Using restrict to express possible partial overlap
Asked Answered
B

3

0

Given type definitions

struct a { int a; };
struct b { int b; struct a ba;};

and a function taking struct a* a and struct b* b, the type information expresses possible overlap between a->a and b->ba.a but no overlap on b->b.

Therefore in a function such as:

int possibleOverlapOn2ndInt(struct a *a, struct b *b){
    b->b  = 0xbb; //unaliased
    b->ba.a  = 0xba; //may alias a->a
    a->a  = 0xaa; //may alias b->ba.a;
    return b->b /*0xbb*/ + b->ba.a;
}

compilers need not reload b->b in the return line and instead they may substitute the stored constant. Gcc and clang indeed do this.

I am curious if this case of possible partial overlap could be expressed without via restrict without using structs.

I've tried:

int possibleOverlapOn2ndInt_(int a[1], int b[2]){ //<=> (int *a, int *b)
    int *restrict bp = &b[0];
    bp[0] = 0xbb; //unaliased
    b[1] = 0xba; //may alias a[0]
    a[0] = 0xaa; //may alias b[1]
    return bp[0] /*0xbb?*/ + b[1];
}

but got no effect from having the restricted pointer there. https://godbolt.org/z/9Y7zz37rs

Am I using restrict wrong here is it the compilers not optimizing as well as they could?

Bun answered 27/11, 2022 at 14:26 Comment(0)
J
2

Am I using restrict wrong here is it the compilers not optimizing as well as they could?

restrict-qualification puts constraints on program behavior intended to allow optimizations that otherwise might be assumed unsafe on the basis of possible aliasing. In any particular case, however, that does not imply that the compiler has missed an optimization opportunity if it generates the same code both with and without restrict. Therefore, I'll focus mainly on the first part of the question.

These are the constraints associated with use of restrict, from C17 6.7.3.1, somewhat contextualized to your example:

Let D be a declaration of an ordinary identifier that provides a means of designating an object P as a restrict-qualified pointer to type T.

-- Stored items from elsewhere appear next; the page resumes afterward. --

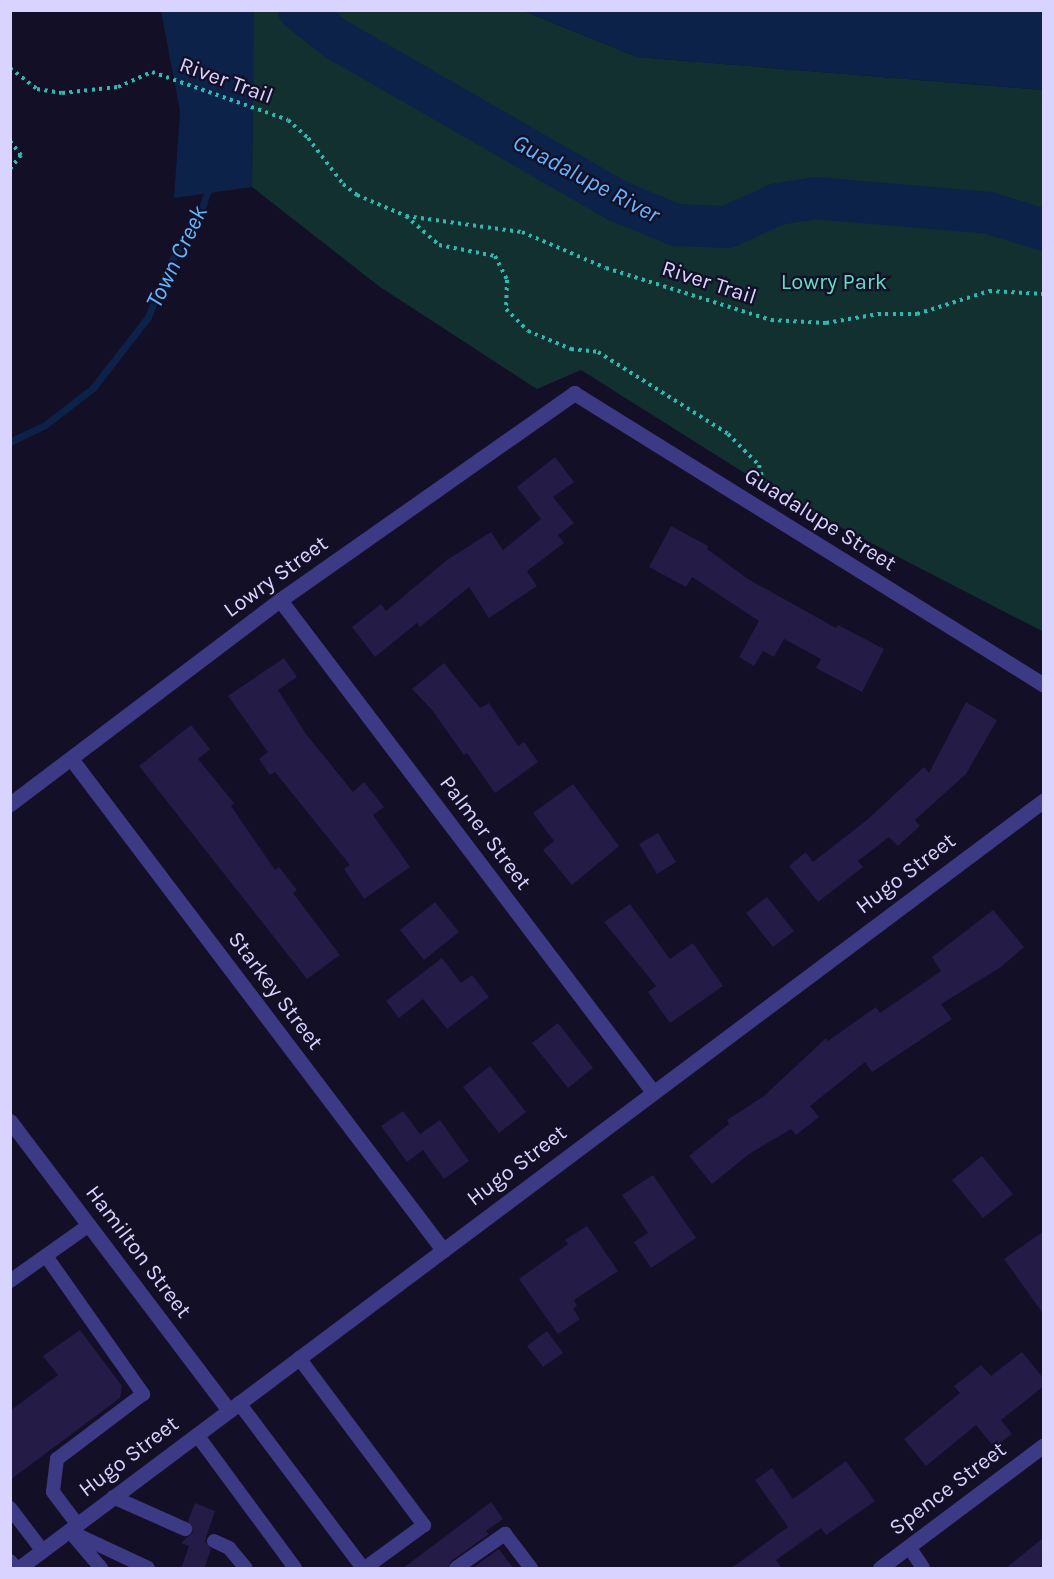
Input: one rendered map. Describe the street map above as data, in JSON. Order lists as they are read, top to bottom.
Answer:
{
  "streets": {
    "street": [
      "Guadalupe Street",
      "Lowry Street",
      "Palmer Street",
      "Hugo Street",
      "Starkey Street",
      "Hamilton Street",
      "Spence Street"
    ],
    "path": ["River Trail"]
  },
  "crossings": [
    ["Guadalupe Street", "Lowry Street"],
    ["Lowry Street", "Palmer Street"],
    ["Lowry Street", "Starkey Street"],
    ["Palmer Street", "Hugo Street"],
    ["Hugo Street", "Starkey Street"],
    ["Hugo Street", "Hamilton Street"]
  ],
  "water": ["Guadalupe River", "Town Creek"],
  "parks": ["Lowry Park"]
}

D is int *restrict bp = &b[0];.
P is bp.
T is int.

[...] let B denote the block.

B is the whole body of function possibleOverlapOn2ndInt_().

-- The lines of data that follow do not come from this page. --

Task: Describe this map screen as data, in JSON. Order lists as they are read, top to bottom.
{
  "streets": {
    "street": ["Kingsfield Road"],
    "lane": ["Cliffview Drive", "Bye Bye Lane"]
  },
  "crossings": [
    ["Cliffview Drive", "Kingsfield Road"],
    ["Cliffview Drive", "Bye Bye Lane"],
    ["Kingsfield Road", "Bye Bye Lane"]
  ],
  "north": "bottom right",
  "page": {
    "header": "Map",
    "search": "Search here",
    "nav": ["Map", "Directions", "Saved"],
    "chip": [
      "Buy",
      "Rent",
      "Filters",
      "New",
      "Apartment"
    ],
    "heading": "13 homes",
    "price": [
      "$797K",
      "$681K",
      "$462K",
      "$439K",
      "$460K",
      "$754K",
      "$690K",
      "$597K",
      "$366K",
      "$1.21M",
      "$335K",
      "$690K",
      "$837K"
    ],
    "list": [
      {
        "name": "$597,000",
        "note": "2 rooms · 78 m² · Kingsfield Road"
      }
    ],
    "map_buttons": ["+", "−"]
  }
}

In what follows, a pointer expression E is said to be based on object P if (at some sequence point in the execution of B prior to the evaluation of E) modifying P to point to a copy of the array object into which it formerly pointed would change the value of E.

No such expressions E appear in possibleOverlapOn2ndInt_(), other than bp itself. In particular, neither a nor b is such an expression.

During each execution of B, let L be any lvalue that has &L based on P.

Neither a[0] nor b[0] nor b[1] satisfies that description. The only such lvalue appearing in possibleOverlapOn2ndInt_() is bp[0].

If L is used to access the value of the object X that it designates,

bp[0] is used to access the object it designates.

and X is also modified (by any means),

The object designated by bp[0] is modified (via bp[0] itself).

then the following requirements apply: [...] Every other lvalue used to access the value of X shall also have its address based on P.

This would be violated if a[0] aliased bp[0] (and therefore also b[0]) in any execution of possibleOverlapOn2ndInt_().

[...] If these requirements are not met, then the behavior is undefined.

If the compiler assumed that the behavior of every execution of possibleOverlapOn2ndInt_() has defined behavior, including with respect to restrict qualification, then it could generate code as if the function were written like so:

int possibleOverlapOn2ndInt_2(int a[1], int b[2]) {
    b[0] = 0xbb;
    b[1] = 0xba;  // cannot alias b[0]
    a[0] = 0xaa;  // must not alias b[0], may alias b[1]
    return 0xbb + b[1];
}

The compiler is by no means required to make use of that freedom, however.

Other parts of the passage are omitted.